[Start of Attachment]
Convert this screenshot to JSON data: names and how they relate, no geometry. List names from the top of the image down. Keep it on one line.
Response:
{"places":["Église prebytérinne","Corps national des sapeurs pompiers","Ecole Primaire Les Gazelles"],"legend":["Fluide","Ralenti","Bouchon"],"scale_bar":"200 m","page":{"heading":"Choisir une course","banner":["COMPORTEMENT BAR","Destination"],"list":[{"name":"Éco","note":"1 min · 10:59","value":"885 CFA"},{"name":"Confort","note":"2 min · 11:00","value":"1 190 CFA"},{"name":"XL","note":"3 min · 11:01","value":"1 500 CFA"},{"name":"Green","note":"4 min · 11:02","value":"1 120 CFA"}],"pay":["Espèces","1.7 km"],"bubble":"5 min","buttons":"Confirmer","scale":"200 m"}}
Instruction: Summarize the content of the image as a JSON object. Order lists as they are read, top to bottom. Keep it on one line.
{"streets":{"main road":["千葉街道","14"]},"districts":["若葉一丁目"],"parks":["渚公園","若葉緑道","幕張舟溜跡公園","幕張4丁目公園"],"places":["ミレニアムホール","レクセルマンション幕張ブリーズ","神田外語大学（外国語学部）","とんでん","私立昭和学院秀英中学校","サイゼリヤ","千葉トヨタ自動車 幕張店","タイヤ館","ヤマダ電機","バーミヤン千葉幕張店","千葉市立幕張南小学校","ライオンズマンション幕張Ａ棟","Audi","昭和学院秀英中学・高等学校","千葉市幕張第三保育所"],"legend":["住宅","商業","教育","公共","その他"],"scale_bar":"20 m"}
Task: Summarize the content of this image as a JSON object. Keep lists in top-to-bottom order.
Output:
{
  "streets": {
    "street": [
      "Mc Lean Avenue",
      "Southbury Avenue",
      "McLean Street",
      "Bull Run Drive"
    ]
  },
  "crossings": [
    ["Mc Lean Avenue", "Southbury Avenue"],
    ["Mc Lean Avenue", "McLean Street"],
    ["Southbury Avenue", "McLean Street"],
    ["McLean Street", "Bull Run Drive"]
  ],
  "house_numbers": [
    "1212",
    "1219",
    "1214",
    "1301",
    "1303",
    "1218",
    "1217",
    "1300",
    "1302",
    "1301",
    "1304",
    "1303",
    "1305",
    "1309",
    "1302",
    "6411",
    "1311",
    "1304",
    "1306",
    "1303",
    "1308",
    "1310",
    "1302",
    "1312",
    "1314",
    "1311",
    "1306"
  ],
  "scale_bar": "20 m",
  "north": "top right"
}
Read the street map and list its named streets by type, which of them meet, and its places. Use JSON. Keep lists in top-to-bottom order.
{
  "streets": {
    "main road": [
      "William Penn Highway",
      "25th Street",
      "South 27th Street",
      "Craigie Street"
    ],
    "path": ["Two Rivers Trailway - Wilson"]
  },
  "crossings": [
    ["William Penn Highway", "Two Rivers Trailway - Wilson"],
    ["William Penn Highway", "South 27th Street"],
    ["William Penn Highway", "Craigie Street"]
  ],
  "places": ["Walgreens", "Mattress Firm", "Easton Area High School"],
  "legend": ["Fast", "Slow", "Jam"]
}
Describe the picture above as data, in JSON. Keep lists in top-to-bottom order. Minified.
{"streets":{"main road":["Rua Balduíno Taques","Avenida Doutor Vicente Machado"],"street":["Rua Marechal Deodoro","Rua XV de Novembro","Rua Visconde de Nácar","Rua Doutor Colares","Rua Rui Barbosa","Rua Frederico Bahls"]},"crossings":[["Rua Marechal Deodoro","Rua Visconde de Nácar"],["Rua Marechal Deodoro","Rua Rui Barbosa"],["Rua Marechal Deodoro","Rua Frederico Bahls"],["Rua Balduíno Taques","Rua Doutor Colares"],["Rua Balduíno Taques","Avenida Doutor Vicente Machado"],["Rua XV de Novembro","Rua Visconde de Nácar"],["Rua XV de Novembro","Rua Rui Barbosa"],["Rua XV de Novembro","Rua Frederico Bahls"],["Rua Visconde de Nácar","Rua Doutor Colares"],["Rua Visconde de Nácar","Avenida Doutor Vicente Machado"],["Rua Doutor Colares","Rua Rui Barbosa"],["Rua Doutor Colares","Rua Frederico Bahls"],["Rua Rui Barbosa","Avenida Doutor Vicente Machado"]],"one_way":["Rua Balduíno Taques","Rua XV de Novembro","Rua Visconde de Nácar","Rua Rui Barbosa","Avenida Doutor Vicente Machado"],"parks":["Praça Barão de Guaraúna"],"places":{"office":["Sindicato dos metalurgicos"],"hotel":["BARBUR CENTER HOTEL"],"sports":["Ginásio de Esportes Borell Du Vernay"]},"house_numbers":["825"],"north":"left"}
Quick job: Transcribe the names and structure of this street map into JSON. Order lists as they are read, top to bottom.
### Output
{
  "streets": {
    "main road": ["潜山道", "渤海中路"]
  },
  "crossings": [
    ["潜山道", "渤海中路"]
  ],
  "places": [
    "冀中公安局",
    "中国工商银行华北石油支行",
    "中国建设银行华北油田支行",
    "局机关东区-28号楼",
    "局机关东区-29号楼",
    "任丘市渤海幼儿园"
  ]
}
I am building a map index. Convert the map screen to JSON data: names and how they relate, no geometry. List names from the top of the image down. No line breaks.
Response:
[End of Attachment]
What you have to do >>
All of the material must be given again without any change.

Your response >>
Convert this screenshot to JSON data: names and how they relate, no geometry. List names from the top of the image down. Keep it on one line.
Response:
{"places":["Église prebytérinne","Corps national des sapeurs pompiers","Ecole Primaire Les Gazelles"],"legend":["Fluide","Ralenti","Bouchon"],"scale_bar":"200 m","page":{"heading":"Choisir une course","banner":["COMPORTEMENT BAR","Destination"],"list":[{"name":"Éco","note":"1 min · 10:59","value":"885 CFA"},{"name":"Confort","note":"2 min · 11:00","value":"1 190 CFA"},{"name":"XL","note":"3 min · 11:01","value":"1 500 CFA"},{"name":"Green","note":"4 min · 11:02","value":"1 120 CFA"}],"pay":["Espèces","1.7 km"],"bubble":"5 min","buttons":"Confirmer","scale":"200 m"}}
Instruction: Summarize the content of the image as a JSON object. Order lists as they are read, top to bottom. Keep it on one line.
{"streets":{"main road":["千葉街道","14"]},"districts":["若葉一丁目"],"parks":["渚公園","若葉緑道","幕張舟溜跡公園","幕張4丁目公園"],"places":["ミレニアムホール","レクセルマンション幕張ブリーズ","神田外語大学（外国語学部）","とんでん","私立昭和学院秀英中学校","サイゼリヤ","千葉トヨタ自動車 幕張店","タイヤ館","ヤマダ電機","バーミヤン千葉幕張店","千葉市立幕張南小学校","ライオンズマンション幕張Ａ棟","Audi","昭和学院秀英中学・高等学校","千葉市幕張第三保育所"],"legend":["住宅","商業","教育","公共","その他"],"scale_bar":"20 m"}
Task: Summarize the content of this image as a JSON object. Keep lists in top-to-bottom order.
Output:
{
  "streets": {
    "street": [
      "Mc Lean Avenue",
      "Southbury Avenue",
      "McLean Street",
      "Bull Run Drive"
    ]
  },
  "crossings": [
    ["Mc Lean Avenue", "Southbury Avenue"],
    ["Mc Lean Avenue", "McLean Street"],
    ["Southbury Avenue", "McLean Street"],
    ["McLean Street", "Bull Run Drive"]
  ],
  "house_numbers": [
    "1212",
    "1219",
    "1214",
    "1301",
    "1303",
    "1218",
    "1217",
    "1300",
    "1302",
    "1301",
    "1304",
    "1303",
    "1305",
    "1309",
    "1302",
    "6411",
    "1311",
    "1304",
    "1306",
    "1303",
    "1308",
    "1310",
    "1302",
    "1312",
    "1314",
    "1311",
    "1306"
  ],
  "scale_bar": "20 m",
  "north": "top right"
}
Read the street map and list its named streets by type, which of them meet, and its places. Use JSON. Keep lists in top-to-bottom order.
{
  "streets": {
    "main road": [
      "William Penn Highway",
      "25th Street",
      "South 27th Street",
      "Craigie Street"
    ],
    "path": ["Two Rivers Trailway - Wilson"]
  },
  "crossings": [
    ["William Penn Highway", "Two Rivers Trailway - Wilson"],
    ["William Penn Highway", "South 27th Street"],
    ["William Penn Highway", "Craigie Street"]
  ],
  "places": ["Walgreens", "Mattress Firm", "Easton Area High School"],
  "legend": ["Fast", "Slow", "Jam"]
}
Describe the picture above as data, in JSON. Keep lists in top-to-bottom order. Minified.
{"streets":{"main road":["Rua Balduíno Taques","Avenida Doutor Vicente Machado"],"street":["Rua Marechal Deodoro","Rua XV de Novembro","Rua Visconde de Nácar","Rua Doutor Colares","Rua Rui Barbosa","Rua Frederico Bahls"]},"crossings":[["Rua Marechal Deodoro","Rua Visconde de Nácar"],["Rua Marechal Deodoro","Rua Rui Barbosa"],["Rua Marechal Deodoro","Rua Frederico Bahls"],["Rua Balduíno Taques","Rua Doutor Colares"],["Rua Balduíno Taques","Avenida Doutor Vicente Machado"],["Rua XV de Novembro","Rua Visconde de Nácar"],["Rua XV de Novembro","Rua Rui Barbosa"],["Rua XV de Novembro","Rua Frederico Bahls"],["Rua Visconde de Nácar","Rua Doutor Colares"],["Rua Visconde de Nácar","Avenida Doutor Vicente Machado"],["Rua Doutor Colares","Rua Rui Barbosa"],["Rua Doutor Colares","Rua Frederico Bahls"],["Rua Rui Barbosa","Avenida Doutor Vicente Machado"]],"one_way":["Rua Balduíno Taques","Rua XV de Novembro","Rua Visconde de Nácar","Rua Rui Barbosa","Avenida Doutor Vicente Machado"],"parks":["Praça Barão de Guaraúna"],"places":{"office":["Sindicato dos metalurgicos"],"hotel":["BARBUR CENTER HOTEL"],"sports":["Ginásio de Esportes Borell Du Vernay"]},"house_numbers":["825"],"north":"left"}
Quick job: Transcribe the names and structure of this street map into JSON. Order lists as they are read, top to bottom.
### Output
{
  "streets": {
    "main road": ["潜山道", "渤海中路"]
  },
  "crossings": [
    ["潜山道", "渤海中路"]
  ],
  "places": [
    "冀中公安局",
    "中国工商银行华北石油支行",
    "中国建设银行华北油田支行",
    "局机关东区-28号楼",
    "局机关东区-29号楼",
    "任丘市渤海幼儿园"
  ]
}
I am building a map index. Convert the map screen to JSON data: names and how they relate, no geometry. List names from the top of the image down. No line breaks.
Response:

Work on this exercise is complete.